:: REQUIREMENT ::
From top to bottom, write out the listing exactly.

:: DATA BLOCK ::
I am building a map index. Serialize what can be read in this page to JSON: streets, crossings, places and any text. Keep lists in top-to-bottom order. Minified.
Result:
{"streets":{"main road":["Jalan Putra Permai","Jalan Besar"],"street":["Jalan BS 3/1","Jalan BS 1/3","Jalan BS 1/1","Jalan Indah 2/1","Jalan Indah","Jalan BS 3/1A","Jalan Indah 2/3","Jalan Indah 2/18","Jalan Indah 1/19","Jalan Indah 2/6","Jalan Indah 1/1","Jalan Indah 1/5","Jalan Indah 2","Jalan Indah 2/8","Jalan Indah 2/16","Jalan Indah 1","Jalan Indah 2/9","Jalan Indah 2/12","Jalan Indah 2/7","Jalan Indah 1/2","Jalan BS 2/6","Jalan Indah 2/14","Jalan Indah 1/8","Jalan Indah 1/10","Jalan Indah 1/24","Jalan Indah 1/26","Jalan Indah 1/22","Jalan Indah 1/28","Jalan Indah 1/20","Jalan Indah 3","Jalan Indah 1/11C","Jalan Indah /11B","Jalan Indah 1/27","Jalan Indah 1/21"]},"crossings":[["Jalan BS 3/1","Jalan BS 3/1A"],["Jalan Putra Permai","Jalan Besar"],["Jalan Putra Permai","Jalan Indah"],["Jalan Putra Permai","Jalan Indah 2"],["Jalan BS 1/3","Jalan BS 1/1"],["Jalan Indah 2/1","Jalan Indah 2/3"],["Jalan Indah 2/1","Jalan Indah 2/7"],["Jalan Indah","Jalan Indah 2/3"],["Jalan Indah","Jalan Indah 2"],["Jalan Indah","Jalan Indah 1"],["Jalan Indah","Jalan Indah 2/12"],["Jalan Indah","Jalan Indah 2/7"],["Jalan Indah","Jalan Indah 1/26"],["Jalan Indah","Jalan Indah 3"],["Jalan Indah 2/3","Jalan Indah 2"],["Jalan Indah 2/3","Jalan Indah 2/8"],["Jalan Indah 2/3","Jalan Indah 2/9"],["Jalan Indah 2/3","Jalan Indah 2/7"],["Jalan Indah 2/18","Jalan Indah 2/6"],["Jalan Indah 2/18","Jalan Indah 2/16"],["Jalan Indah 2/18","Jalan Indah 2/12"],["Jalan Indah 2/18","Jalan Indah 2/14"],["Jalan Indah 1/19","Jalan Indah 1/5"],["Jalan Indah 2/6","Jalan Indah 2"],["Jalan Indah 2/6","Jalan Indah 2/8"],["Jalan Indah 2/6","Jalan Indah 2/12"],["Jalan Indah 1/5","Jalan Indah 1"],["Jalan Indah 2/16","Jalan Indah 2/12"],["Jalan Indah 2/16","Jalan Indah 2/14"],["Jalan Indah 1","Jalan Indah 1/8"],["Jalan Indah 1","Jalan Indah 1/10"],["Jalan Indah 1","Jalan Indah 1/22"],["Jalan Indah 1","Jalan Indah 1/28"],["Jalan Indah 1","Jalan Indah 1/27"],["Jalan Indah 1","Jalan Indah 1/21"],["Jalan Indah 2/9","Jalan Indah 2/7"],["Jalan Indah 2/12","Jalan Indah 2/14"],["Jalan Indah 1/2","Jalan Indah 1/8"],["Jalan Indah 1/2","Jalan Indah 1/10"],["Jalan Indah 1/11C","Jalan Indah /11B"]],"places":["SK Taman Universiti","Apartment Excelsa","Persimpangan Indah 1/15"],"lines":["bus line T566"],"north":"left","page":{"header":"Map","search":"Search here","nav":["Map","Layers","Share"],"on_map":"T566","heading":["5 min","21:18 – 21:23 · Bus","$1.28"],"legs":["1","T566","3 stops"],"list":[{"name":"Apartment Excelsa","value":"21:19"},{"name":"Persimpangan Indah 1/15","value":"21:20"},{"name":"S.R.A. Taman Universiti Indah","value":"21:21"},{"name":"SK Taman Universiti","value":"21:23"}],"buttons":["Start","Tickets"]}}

:: TASK OUTPUT ::
I am building a map index. Serialize what can be read in this page to JSON: streets, crossings, places and any text. Keep lists in top-to-bottom order. Minified.
Result:
{"streets":{"main road":["Jalan Putra Permai","Jalan Besar"],"street":["Jalan BS 3/1","Jalan BS 1/3","Jalan BS 1/1","Jalan Indah 2/1","Jalan Indah","Jalan BS 3/1A","Jalan Indah 2/3","Jalan Indah 2/18","Jalan Indah 1/19","Jalan Indah 2/6","Jalan Indah 1/1","Jalan Indah 1/5","Jalan Indah 2","Jalan Indah 2/8","Jalan Indah 2/16","Jalan Indah 1","Jalan Indah 2/9","Jalan Indah 2/12","Jalan Indah 2/7","Jalan Indah 1/2","Jalan BS 2/6","Jalan Indah 2/14","Jalan Indah 1/8","Jalan Indah 1/10","Jalan Indah 1/24","Jalan Indah 1/26","Jalan Indah 1/22","Jalan Indah 1/28","Jalan Indah 1/20","Jalan Indah 3","Jalan Indah 1/11C","Jalan Indah /11B","Jalan Indah 1/27","Jalan Indah 1/21"]},"crossings":[["Jalan BS 3/1","Jalan BS 3/1A"],["Jalan Putra Permai","Jalan Besar"],["Jalan Putra Permai","Jalan Indah"],["Jalan Putra Permai","Jalan Indah 2"],["Jalan BS 1/3","Jalan BS 1/1"],["Jalan Indah 2/1","Jalan Indah 2/3"],["Jalan Indah 2/1","Jalan Indah 2/7"],["Jalan Indah","Jalan Indah 2/3"],["Jalan Indah","Jalan Indah 2"],["Jalan Indah","Jalan Indah 1"],["Jalan Indah","Jalan Indah 2/12"],["Jalan Indah","Jalan Indah 2/7"],["Jalan Indah","Jalan Indah 1/26"],["Jalan Indah","Jalan Indah 3"],["Jalan Indah 2/3","Jalan Indah 2"],["Jalan Indah 2/3","Jalan Indah 2/8"],["Jalan Indah 2/3","Jalan Indah 2/9"],["Jalan Indah 2/3","Jalan Indah 2/7"],["Jalan Indah 2/18","Jalan Indah 2/6"],["Jalan Indah 2/18","Jalan Indah 2/16"],["Jalan Indah 2/18","Jalan Indah 2/12"],["Jalan Indah 2/18","Jalan Indah 2/14"],["Jalan Indah 1/19","Jalan Indah 1/5"],["Jalan Indah 2/6","Jalan Indah 2"],["Jalan Indah 2/6","Jalan Indah 2/8"],["Jalan Indah 2/6","Jalan Indah 2/12"],["Jalan Indah 1/5","Jalan Indah 1"],["Jalan Indah 2/16","Jalan Indah 2/12"],["Jalan Indah 2/16","Jalan Indah 2/14"],["Jalan Indah 1","Jalan Indah 1/8"],["Jalan Indah 1","Jalan Indah 1/10"],["Jalan Indah 1","Jalan Indah 1/22"],["Jalan Indah 1","Jalan Indah 1/28"],["Jalan Indah 1","Jalan Indah 1/27"],["Jalan Indah 1","Jalan Indah 1/21"],["Jalan Indah 2/9","Jalan Indah 2/7"],["Jalan Indah 2/12","Jalan Indah 2/14"],["Jalan Indah 1/2","Jalan Indah 1/8"],["Jalan Indah 1/2","Jalan Indah 1/10"],["Jalan Indah 1/11C","Jalan Indah /11B"]],"places":["SK Taman Universiti","Apartment Excelsa","Persimpangan Indah 1/15"],"lines":["bus line T566"],"north":"left","page":{"header":"Map","search":"Search here","nav":["Map","Layers","Share"],"on_map":"T566","heading":["5 min","21:18 – 21:23 · Bus","$1.28"],"legs":["1","T566","3 stops"],"list":[{"name":"Apartment Excelsa","value":"21:19"},{"name":"Persimpangan Indah 1/15","value":"21:20"},{"name":"S.R.A. Taman Universiti Indah","value":"21:21"},{"name":"SK Taman Universiti","value":"21:23"}],"buttons":["Start","Tickets"]}}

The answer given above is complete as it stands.